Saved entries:
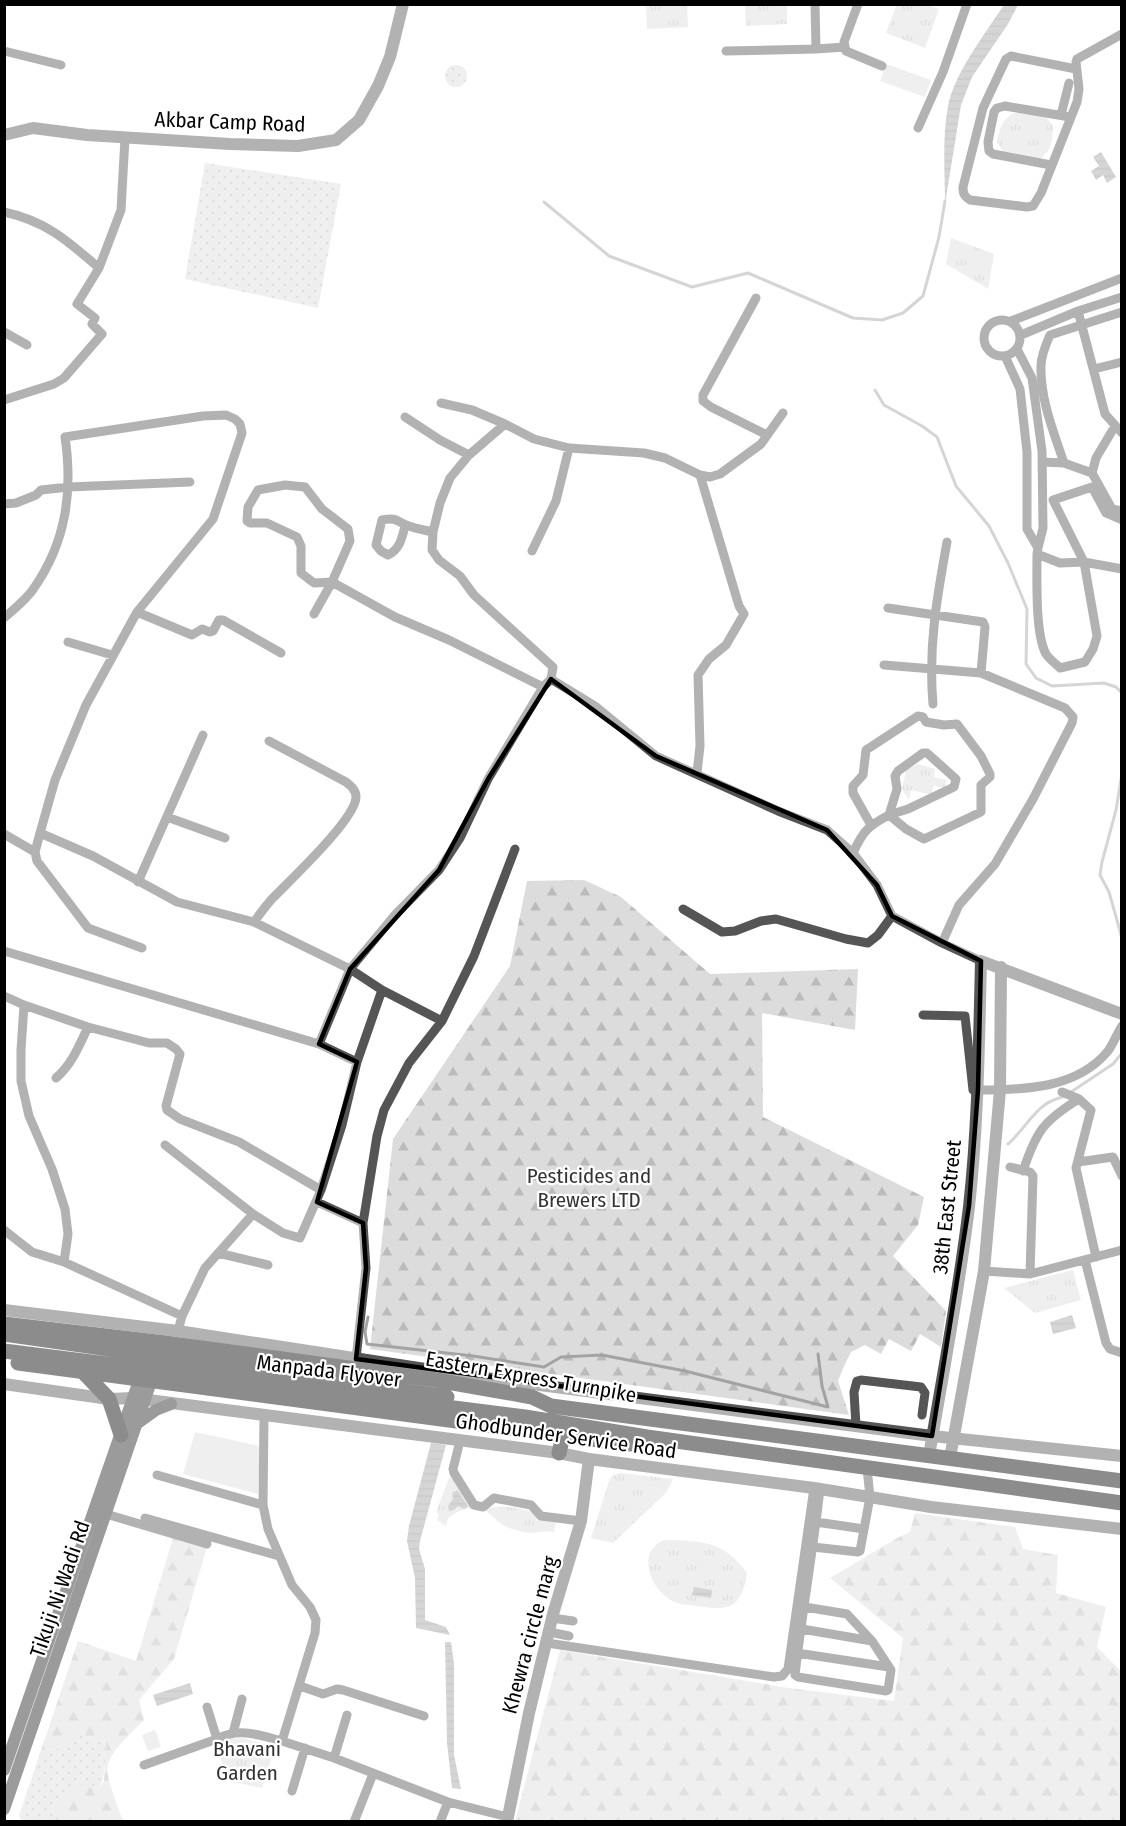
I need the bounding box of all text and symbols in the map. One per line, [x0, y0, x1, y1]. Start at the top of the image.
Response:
street label: Akbar Camp Road [154, 106, 306, 138]
street label: 38th East Street [927, 1138, 967, 1275]
park label: Pesticides and Brewers LTD [527, 1163, 651, 1213]
street label: Eastern Express Turnpike [424, 1346, 638, 1408]
street label: Manpada Flyover [255, 1349, 403, 1393]
street label: Ghodbunder Service Road [454, 1408, 678, 1464]
street label: Tikuji Ni Wadi Rd [24, 1517, 96, 1661]
street label: Khewra circle marg [496, 1553, 564, 1717]
park label: Bhavani Garden [213, 1736, 281, 1786]

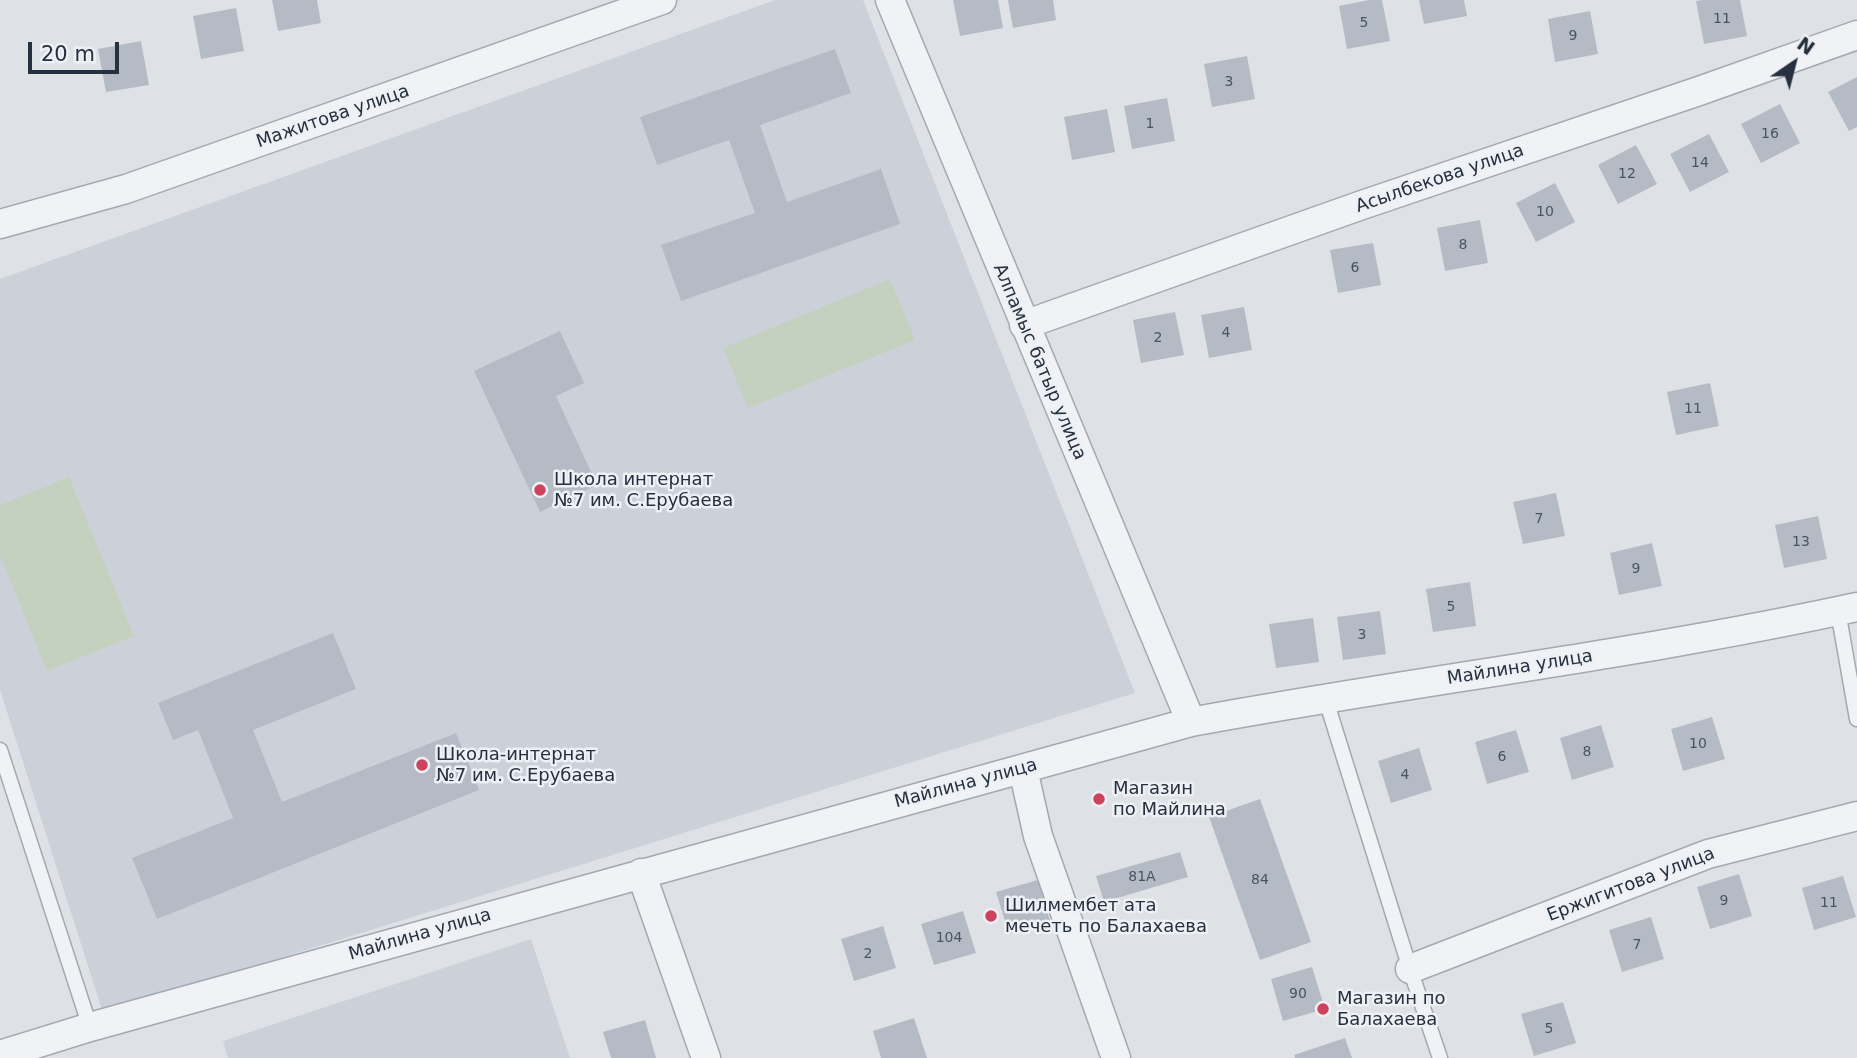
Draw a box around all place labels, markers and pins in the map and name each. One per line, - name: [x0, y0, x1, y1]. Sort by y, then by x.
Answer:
- place label: Школа интернат №7 им. С.Ерубаева: [554, 469, 733, 512]
- marker: Школа интернат №7 им. С.Ерубаева: [532, 482, 548, 498]
- place label: Школа-интернат №7 им. С.Ерубаева: [436, 744, 615, 786]
- marker: Школа-интернат №7 им. С.Ерубаева: [414, 757, 430, 773]
- place label: Магазин по Майлина: [1113, 778, 1226, 820]
- marker: Магазин по Майлина: [1091, 791, 1107, 807]
- place label: Шилмембет ата мечеть по Балахаева: [1005, 895, 1207, 937]
- marker: Шилмембет ата мечеть по Балахаева: [983, 908, 999, 924]
- place label: Магазин по Балахаева: [1337, 988, 1446, 1030]
- marker: Магазин по Балахаева: [1315, 1001, 1331, 1017]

Goal of the exercise: Each line above is to be copied exactly, and the pictures are to be dropped.

Task result:
I need the bounding box of all text and symbols in the map. One per line, [x0, y0, x1, y1]. Start at the top of the image.
Response:
street label: Akbar Camp Road [154, 106, 306, 138]
street label: 38th East Street [927, 1138, 967, 1275]
park label: Pesticides and Brewers LTD [527, 1163, 651, 1213]
street label: Eastern Express Turnpike [424, 1346, 638, 1408]
street label: Manpada Flyover [255, 1349, 403, 1393]
street label: Ghodbunder Service Road [454, 1408, 678, 1464]
street label: Tikuji Ni Wadi Rd [24, 1517, 96, 1661]
street label: Khewra circle marg [496, 1553, 564, 1717]
park label: Bhavani Garden [213, 1736, 281, 1786]

Draw a box around all place labels, markers and pins in the map and name each. One per line, - name: [x0, y0, x1, y1]. Sort by y, then by x.
Answer:
- place label: Школа интернат №7 им. С.Ерубаева: [554, 469, 733, 512]
- marker: Школа интернат №7 им. С.Ерубаева: [532, 482, 548, 498]
- place label: Школа-интернат №7 им. С.Ерубаева: [436, 744, 615, 786]
- marker: Школа-интернат №7 им. С.Ерубаева: [414, 757, 430, 773]
- place label: Магазин по Майлина: [1113, 778, 1226, 820]
- marker: Магазин по Майлина: [1091, 791, 1107, 807]
- place label: Шилмембет ата мечеть по Балахаева: [1005, 895, 1207, 937]
- marker: Шилмембет ата мечеть по Балахаева: [983, 908, 999, 924]
- place label: Магазин по Балахаева: [1337, 988, 1446, 1030]
- marker: Магазин по Балахаева: [1315, 1001, 1331, 1017]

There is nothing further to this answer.